In some embodiments, the feature contrastive loss includes at least one of a similar feature contrastive loss and a non-similar feature contrastive loss; wherein the similar feature contrastive loss includes at least one of: a first feature contrastive loss of the first sample image and the first decoded image, and a second feature contrastive loss of the second sample image and the second decoded image; the non-similar feature contrastive loss includes at least one of: a third feature contrastive loss of the first sample image and the second decoded image, and a fourth feature contrastive loss of the second sample image and the first decoded image.

In a third aspect, some embodiments of the present disclosure further provide a computer device, including a processor and a memory having machine-readable instructions executable by the processor stored therein, wherein the processor is configured to execute the machine-readable instructions stored in the memory, and when the machine-readable instructions are executed by the processor, the processor implements the steps in the first aspect or any one embodiment of the first aspect.

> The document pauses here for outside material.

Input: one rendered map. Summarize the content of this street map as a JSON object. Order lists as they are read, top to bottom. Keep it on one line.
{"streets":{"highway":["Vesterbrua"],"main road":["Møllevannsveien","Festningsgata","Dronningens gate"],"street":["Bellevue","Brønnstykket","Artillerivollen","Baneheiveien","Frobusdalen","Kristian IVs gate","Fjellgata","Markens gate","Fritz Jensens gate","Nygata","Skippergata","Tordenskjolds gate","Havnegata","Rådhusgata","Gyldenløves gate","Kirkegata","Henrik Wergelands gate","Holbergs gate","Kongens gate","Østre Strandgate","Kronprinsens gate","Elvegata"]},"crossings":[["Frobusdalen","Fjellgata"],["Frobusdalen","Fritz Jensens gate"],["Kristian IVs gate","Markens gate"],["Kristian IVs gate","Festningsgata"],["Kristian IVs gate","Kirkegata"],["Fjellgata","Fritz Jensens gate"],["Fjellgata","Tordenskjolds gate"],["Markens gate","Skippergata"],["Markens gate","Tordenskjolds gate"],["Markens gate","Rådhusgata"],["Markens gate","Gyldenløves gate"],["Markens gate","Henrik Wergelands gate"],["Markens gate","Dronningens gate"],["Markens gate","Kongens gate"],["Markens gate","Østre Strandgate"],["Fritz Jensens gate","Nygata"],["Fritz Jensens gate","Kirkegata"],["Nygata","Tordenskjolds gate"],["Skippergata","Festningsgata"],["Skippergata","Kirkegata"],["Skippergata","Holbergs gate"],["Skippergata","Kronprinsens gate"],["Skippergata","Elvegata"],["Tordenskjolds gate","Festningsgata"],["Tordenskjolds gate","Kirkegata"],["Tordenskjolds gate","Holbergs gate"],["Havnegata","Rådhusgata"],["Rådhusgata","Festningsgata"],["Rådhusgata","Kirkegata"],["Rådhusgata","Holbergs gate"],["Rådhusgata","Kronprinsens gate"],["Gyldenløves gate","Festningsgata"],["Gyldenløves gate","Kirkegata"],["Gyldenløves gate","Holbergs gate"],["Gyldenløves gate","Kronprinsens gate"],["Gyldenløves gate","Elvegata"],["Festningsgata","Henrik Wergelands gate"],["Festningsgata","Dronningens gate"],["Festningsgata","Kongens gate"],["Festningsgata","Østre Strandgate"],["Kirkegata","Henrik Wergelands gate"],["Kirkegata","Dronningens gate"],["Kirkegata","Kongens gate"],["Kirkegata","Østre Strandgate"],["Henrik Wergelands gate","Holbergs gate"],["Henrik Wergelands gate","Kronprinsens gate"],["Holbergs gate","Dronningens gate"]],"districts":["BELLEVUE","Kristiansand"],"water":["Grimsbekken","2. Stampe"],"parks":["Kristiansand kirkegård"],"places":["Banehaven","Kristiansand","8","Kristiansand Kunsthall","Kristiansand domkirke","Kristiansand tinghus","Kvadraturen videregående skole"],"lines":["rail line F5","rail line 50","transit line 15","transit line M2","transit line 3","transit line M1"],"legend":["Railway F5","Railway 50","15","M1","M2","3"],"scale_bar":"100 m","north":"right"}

In a fourth aspect, some embodiments of the present disclosure further provide a computer-readable storage medium, having a computer program stored therein, and the computer program, when being run, implements the steps in the first aspect or any one embodiment of the first aspect.

The effects of the image processing apparatus, the computer device, and the computer-readable storage medium described above are described with reference to the description of the above image processing method, which will not be described in detail here.

In order to make the above objects, features and advantages of the present disclosure more obvious and understandable, a detailed description of preferred embodiments is made in conjunction with the drawings hereinafter.

BRIEF DESCRIPTION OF THE DRAWINGS

In order to explain the technical solutions of the embodiments of the present disclosure more clearly, the drawings needed in the embodiment will be briefly introduced hereinafter, which are incorporated into and constitute a part of this specification. These drawings show the embodiments consistent with the present disclosure and together with the specification, serve to explain the technical solution of the present disclosure. It should be understood that the following drawings only show some embodiments of the present disclosure, which should not be regarded as limiting the scope. For those skilled in the art, other related drawings can be obtained according to these drawings without paying creative labor.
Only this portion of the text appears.